Our trouble, my friend argued persuasively, is that when something happens we make some noise in the immediate aftermath, and then move on with our lives. Not this time, he vowed – we will unite, we will use every available tool at our disposal to hold the government’s feet to the fire and keep it there.

Catching fire from my friend’s spark, I worked late night on that draft manifesto, then spent hours nightly on email, trying – again at his insistence – to round up people who could help design and execute a web site that would serve as the home base of the nationwide protest movement [Incidentally, my apologies to the few dozen people who immediately volunteered their time, money and energy – and saw it all go for nothing].

On Thursday of week two, I called my friend, to confirm where the protest meeting would be. “Sorry, dude, I won’t be able to make it or take a hand in organizing it – have some urgent personal business to attend to,” he said. And that, as it turned out, was that.
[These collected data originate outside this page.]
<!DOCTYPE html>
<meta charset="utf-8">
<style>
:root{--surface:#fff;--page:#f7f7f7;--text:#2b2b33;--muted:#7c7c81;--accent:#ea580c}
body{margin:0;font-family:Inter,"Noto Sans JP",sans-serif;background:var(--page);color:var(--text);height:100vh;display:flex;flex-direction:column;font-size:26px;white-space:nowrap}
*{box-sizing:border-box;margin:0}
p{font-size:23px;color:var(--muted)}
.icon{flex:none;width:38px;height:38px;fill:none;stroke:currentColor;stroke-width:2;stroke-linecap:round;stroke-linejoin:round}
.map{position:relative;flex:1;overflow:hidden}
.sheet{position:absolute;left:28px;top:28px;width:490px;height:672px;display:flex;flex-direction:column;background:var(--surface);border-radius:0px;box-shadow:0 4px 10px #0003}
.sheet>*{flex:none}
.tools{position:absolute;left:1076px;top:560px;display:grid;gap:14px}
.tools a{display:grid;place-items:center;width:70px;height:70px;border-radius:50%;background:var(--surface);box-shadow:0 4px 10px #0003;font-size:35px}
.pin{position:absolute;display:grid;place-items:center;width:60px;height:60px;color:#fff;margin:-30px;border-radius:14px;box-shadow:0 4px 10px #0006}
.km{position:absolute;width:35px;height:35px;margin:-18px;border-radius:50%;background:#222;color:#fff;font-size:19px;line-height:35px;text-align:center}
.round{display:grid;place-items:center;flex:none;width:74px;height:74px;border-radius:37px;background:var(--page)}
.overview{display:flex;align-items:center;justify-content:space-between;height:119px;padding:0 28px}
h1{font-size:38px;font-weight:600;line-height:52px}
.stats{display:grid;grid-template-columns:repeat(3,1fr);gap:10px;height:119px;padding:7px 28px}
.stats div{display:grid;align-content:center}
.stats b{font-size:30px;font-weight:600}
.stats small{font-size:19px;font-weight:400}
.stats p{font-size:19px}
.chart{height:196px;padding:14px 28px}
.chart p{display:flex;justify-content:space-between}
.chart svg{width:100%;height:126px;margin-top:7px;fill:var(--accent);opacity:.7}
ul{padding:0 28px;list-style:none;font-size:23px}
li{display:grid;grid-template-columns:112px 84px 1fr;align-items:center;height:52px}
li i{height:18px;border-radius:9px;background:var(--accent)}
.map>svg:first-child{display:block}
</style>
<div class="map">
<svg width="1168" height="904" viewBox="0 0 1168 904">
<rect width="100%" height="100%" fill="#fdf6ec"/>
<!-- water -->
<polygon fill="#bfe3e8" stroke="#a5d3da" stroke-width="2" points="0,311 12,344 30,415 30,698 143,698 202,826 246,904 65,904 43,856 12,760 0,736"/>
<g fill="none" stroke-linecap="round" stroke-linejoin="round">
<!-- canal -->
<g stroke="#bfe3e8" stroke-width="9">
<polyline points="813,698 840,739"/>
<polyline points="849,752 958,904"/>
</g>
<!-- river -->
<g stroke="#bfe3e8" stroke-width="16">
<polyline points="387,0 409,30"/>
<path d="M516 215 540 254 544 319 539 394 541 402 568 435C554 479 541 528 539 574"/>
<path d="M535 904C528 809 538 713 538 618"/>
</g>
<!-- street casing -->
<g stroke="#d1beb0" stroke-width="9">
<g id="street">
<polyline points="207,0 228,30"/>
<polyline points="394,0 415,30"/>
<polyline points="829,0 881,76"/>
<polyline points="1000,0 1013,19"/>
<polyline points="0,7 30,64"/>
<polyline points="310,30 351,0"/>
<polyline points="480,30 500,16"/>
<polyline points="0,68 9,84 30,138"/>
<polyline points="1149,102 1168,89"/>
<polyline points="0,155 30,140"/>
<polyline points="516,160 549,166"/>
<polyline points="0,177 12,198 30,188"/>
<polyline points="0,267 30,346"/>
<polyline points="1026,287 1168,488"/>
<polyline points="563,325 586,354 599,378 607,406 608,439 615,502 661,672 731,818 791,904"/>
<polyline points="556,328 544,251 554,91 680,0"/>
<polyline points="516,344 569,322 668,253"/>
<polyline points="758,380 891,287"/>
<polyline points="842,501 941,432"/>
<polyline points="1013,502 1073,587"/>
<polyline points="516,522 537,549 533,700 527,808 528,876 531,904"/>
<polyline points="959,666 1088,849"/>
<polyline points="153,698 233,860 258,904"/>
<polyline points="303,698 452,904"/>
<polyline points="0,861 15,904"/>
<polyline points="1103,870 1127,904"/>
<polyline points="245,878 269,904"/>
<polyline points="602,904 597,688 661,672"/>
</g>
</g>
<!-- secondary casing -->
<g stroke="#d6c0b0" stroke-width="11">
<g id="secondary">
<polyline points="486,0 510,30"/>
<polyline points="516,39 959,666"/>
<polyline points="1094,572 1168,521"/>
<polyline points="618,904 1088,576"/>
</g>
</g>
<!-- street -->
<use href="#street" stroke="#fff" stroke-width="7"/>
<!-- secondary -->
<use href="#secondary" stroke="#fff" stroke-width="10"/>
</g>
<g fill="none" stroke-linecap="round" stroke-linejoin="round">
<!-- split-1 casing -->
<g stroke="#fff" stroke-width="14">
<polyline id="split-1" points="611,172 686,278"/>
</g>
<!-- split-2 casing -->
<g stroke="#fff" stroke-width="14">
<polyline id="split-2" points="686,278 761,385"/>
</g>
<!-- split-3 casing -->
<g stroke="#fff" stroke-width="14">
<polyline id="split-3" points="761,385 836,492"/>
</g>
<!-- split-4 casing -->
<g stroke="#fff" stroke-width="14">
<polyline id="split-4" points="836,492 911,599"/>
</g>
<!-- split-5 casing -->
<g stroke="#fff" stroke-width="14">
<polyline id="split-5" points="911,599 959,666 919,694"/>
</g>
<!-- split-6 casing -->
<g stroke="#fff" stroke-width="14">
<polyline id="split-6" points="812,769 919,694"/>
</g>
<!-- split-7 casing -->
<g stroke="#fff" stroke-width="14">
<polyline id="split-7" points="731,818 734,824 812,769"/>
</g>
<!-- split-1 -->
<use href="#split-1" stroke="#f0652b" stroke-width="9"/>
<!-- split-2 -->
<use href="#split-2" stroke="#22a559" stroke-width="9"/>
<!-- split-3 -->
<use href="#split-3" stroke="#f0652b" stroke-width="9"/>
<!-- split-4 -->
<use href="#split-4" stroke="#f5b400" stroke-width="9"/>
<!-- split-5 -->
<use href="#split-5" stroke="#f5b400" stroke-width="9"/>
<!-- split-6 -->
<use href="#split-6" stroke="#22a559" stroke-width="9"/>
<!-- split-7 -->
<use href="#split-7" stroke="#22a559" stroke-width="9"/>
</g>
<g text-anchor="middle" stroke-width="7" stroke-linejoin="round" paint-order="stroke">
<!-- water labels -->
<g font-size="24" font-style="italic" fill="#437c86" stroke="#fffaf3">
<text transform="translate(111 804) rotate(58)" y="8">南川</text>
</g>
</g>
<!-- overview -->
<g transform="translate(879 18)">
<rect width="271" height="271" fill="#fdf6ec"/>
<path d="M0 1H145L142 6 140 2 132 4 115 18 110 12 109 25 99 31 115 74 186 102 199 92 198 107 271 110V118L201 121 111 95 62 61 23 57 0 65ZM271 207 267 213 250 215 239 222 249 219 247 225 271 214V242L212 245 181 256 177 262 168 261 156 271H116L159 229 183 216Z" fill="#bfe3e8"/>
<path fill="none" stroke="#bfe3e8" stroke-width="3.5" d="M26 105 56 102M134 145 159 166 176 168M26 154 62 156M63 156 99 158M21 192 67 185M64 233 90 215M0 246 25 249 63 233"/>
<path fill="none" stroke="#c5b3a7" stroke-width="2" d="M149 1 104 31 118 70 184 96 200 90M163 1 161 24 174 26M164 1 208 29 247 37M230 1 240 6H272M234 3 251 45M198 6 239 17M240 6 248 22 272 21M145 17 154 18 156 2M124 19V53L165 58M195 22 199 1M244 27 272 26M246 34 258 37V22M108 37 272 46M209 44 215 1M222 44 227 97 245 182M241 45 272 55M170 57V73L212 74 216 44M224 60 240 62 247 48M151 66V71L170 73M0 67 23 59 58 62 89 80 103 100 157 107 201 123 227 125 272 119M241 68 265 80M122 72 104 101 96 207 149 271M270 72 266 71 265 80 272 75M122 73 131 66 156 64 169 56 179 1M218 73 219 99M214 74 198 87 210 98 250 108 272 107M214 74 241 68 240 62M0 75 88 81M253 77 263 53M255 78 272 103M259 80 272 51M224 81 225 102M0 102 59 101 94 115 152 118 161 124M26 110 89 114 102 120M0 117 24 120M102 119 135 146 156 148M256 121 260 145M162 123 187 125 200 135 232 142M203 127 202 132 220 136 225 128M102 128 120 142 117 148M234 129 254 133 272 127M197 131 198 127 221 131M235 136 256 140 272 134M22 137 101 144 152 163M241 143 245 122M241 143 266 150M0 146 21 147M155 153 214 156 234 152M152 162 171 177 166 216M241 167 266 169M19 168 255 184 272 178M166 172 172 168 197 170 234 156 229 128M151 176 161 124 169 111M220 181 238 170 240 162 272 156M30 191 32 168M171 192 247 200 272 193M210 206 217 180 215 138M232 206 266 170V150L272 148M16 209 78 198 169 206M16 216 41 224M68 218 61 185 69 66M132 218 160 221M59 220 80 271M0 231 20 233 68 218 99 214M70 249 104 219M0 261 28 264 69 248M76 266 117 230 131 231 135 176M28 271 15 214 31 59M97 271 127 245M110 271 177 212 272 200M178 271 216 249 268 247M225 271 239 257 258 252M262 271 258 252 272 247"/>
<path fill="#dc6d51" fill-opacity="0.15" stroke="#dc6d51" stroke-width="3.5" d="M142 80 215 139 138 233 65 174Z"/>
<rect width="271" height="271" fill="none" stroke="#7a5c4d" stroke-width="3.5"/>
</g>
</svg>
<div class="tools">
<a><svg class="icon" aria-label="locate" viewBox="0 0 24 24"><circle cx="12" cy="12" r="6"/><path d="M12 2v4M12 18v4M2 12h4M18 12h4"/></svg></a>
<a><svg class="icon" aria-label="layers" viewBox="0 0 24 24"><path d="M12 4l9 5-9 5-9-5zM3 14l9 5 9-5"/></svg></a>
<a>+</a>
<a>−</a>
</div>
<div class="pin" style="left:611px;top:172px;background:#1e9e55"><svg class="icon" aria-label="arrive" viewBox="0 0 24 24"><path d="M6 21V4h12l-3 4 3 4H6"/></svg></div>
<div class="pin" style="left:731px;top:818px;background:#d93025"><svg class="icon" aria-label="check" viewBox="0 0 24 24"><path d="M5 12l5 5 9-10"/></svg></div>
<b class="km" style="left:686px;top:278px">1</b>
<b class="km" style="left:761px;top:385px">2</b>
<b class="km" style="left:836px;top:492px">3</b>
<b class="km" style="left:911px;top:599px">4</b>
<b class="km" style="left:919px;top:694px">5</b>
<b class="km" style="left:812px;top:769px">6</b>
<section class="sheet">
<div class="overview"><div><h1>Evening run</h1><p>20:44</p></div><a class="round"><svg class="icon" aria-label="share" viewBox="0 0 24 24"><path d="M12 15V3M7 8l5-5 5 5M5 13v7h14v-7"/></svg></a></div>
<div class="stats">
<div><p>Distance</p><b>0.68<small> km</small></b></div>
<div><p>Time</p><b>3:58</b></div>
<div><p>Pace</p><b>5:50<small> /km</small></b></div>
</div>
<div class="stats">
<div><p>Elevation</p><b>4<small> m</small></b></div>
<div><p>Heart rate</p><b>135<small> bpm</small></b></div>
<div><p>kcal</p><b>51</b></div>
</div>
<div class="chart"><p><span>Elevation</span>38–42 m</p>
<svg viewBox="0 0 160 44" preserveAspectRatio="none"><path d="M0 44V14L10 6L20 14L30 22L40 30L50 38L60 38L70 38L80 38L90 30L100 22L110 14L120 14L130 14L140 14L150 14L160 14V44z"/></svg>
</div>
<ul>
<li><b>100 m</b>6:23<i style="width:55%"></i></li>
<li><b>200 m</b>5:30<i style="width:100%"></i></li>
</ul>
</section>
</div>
Elsewhere, sundry groups organized the 26/11 version of the BJP’s famed chintan bhaitaks to ‘figure out what we do next’. Of the nearly half a dozen such that I attended, I most vividly remember one, hosted by a noted restaurateur/society couple. Two dozen people, representing every ‘society’ and ‘activist’ stereotype you can think of, attended; they sat in a circle in a very large hall and talked, appropriately enough, in circles, offering solutions that ranged from not voting in the next general elections [a suggestion I suspect all those who attended religiously followed, not that anyone noticed] to organizing a ‘Mumbai-to-Delhi march’ in a cavalcade of cars [No, don’t ask how you march in cars].

Oh well. The smoked salmon sandwiches served at the event were totally brilliant [not so much the tuna version – I suspect the tuna came out of a can; never quite the same as fresh tuna, as an attendee remarked].

Those two signposts — CRPF jawans crapping, peeing and bathing in the shadow of the Gateway and those divine smoked salmon sandwiches – perfectly bookend our response, as a government and as a society, to one of the worst terrorist attacks, worldwide, in recent memory.

The least we could do is avoid noise pollution, no? Especially when much of it is designed around commercial considerations: check out, for instance, Idea’s idea of donating all money made from calls in a one hour window to the police fund. And this thing that landed up in my mailbox just now, saying — no wait, the language is too good to paraphrase [and surely the least a media house can do is draft a decent press release?]:

India Pauses to unite at 8:58 P.M. on 26th Nov at Zee News Ltd.
New Delhi, November 25, 2009

As a tribute to the bravery of Indians, Zee News Ltd would create a Road
Block and pause transmission at 8:58 pm on November 26 for two minutes. All
channels under Zee News Ltd, with reach across the length and breadth of the
country and deep regional penetration, would come to a still. The roadblock
is an attempt by Zee News to acknowledge the undying spirit of Indians and
an appeal to stand up against terrorism and put “India First”.

In this endevour, Zee News had recently launched a special campaign under
the aegis of 26/11. Ab Aur Nahin’. It started with the objective of
highlighting the heroic stand and sacrifice of those bravehearts who lost
their lives. The iniciative also appealed to people to partner in the
mission to make India a terrorism free country.

This mission taken up by Zee News Ltd. initiative has received enormous
support from entire media fraternity. This will help spread the message of
uniting India for a peaceful country. Being a 360 degree marketing campaign
the word would be spread through Print, SMS, Radio & other interesting and
engaging web activities. Zee News has gained the support of various well
known personalities like Katrina Kaif, Kiran Bedi and Abhishek Bachchan in
its journey to fight against violence.

PS: On a totally unrelated note, the Indibloggies voting booth is now open. In a year where the single recurrent theme on my blog has been applications for leave of absence, I feel a bit false about asking for votes. But on the list of nominees are some outstanding blogs, including several that have time and again been linked to from here. Do vote; blogging in India is at that stage where it can use all the encouragement it can get.